++++ DATA TO PROCESS

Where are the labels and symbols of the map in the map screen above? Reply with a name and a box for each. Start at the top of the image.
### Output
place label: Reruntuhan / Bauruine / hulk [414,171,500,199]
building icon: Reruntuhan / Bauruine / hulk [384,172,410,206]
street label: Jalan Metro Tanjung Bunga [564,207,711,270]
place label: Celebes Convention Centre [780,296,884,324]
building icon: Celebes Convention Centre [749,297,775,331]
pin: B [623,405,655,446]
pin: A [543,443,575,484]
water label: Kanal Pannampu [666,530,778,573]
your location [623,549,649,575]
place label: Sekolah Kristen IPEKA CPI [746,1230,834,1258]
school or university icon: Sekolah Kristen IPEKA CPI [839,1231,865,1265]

++++++++
++++ DATA TO PROCESS

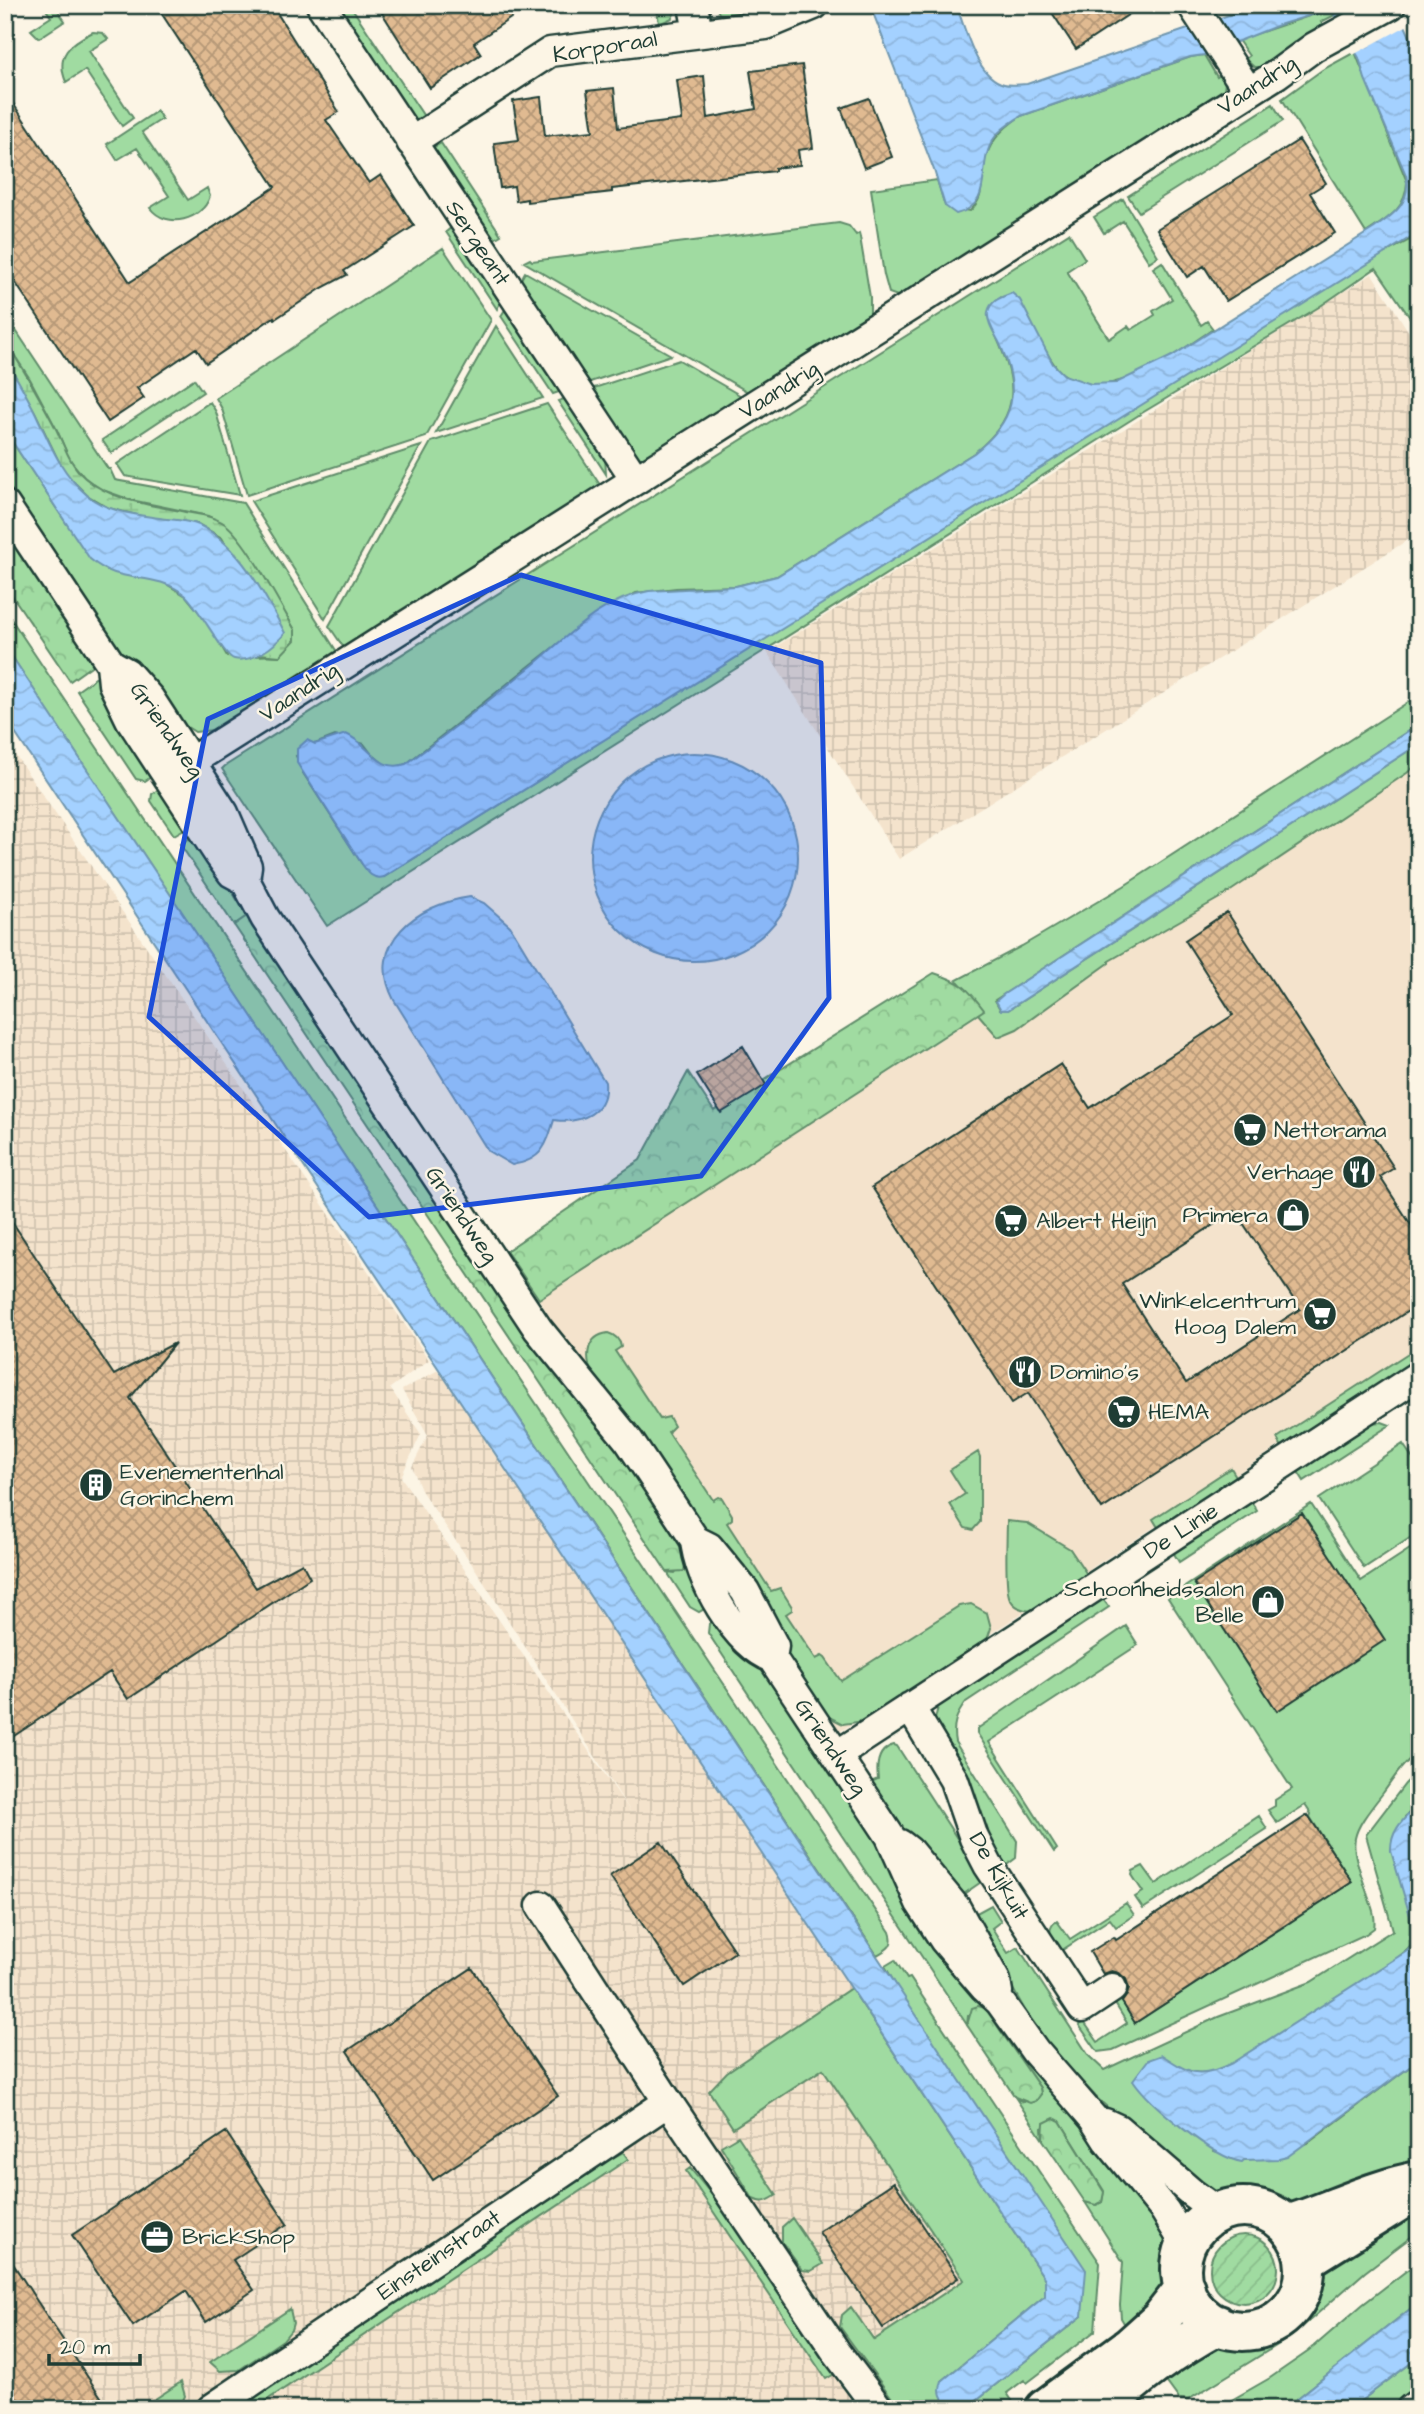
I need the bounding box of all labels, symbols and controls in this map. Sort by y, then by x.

++++++++
++++ DATA TO PROCESS

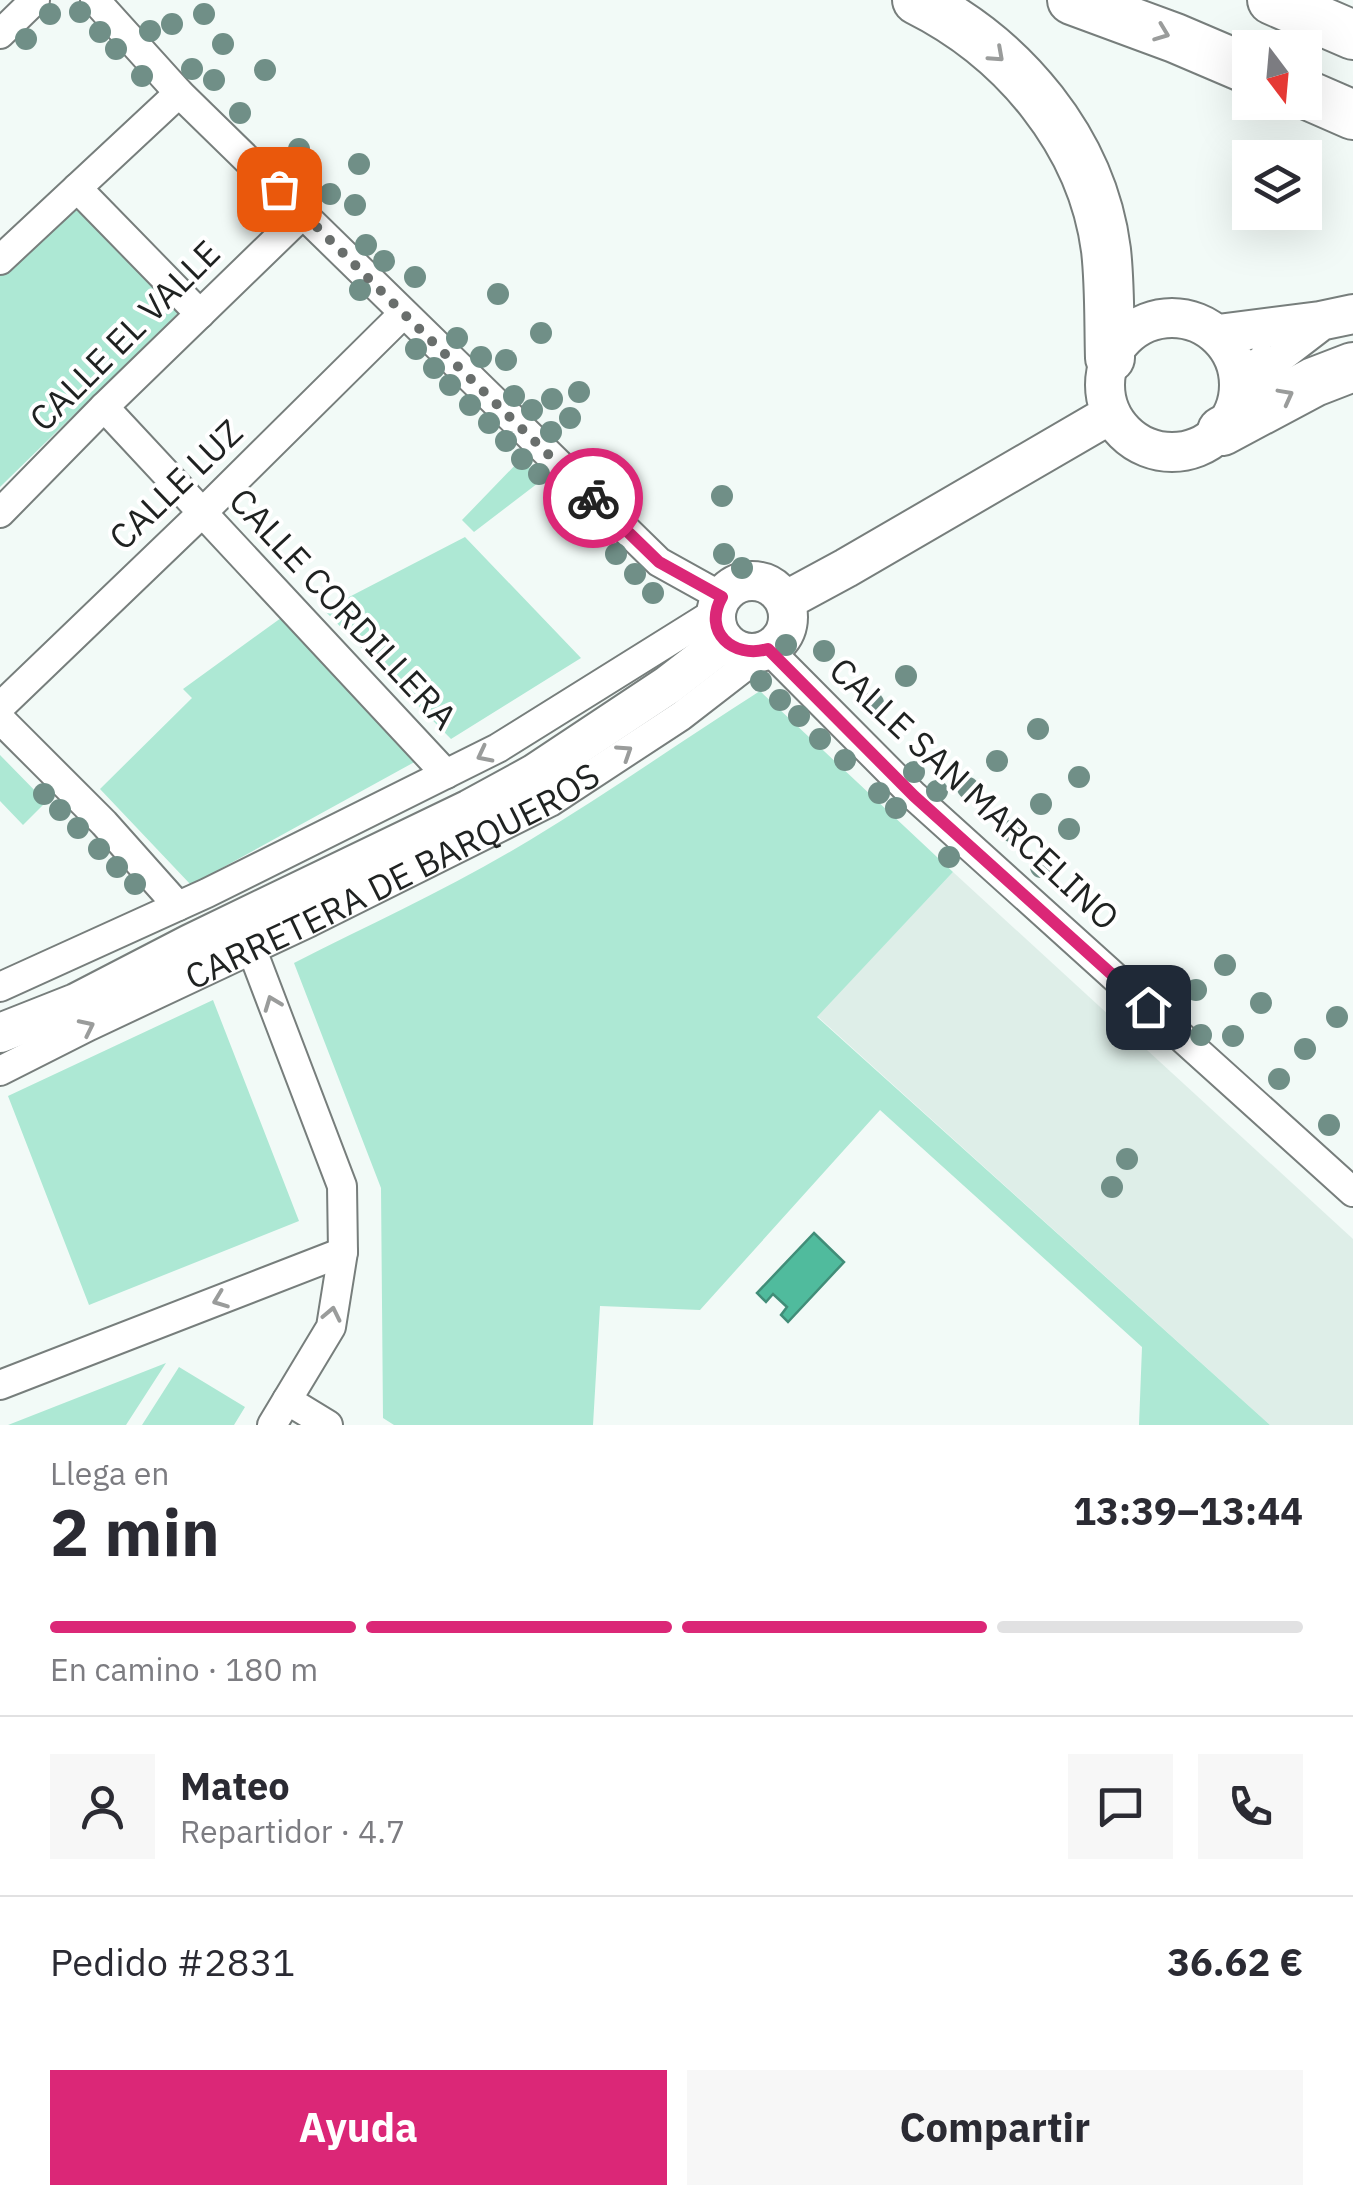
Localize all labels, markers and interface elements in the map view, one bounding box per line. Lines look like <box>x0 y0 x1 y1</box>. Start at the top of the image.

++++++++

EXERCISE PROMPT -
Reproduce every line from the listing above that holds the word "bounding".

ANSWER BOX -
I need the bounding box of all labels, symbols and controls in this map. Sort by y, then by x.
Localize all labels, markers and interface elements in the map view, one bounding box per line. Lines look like <box>x0 y0 x1 y1</box>. Start at the top of the image.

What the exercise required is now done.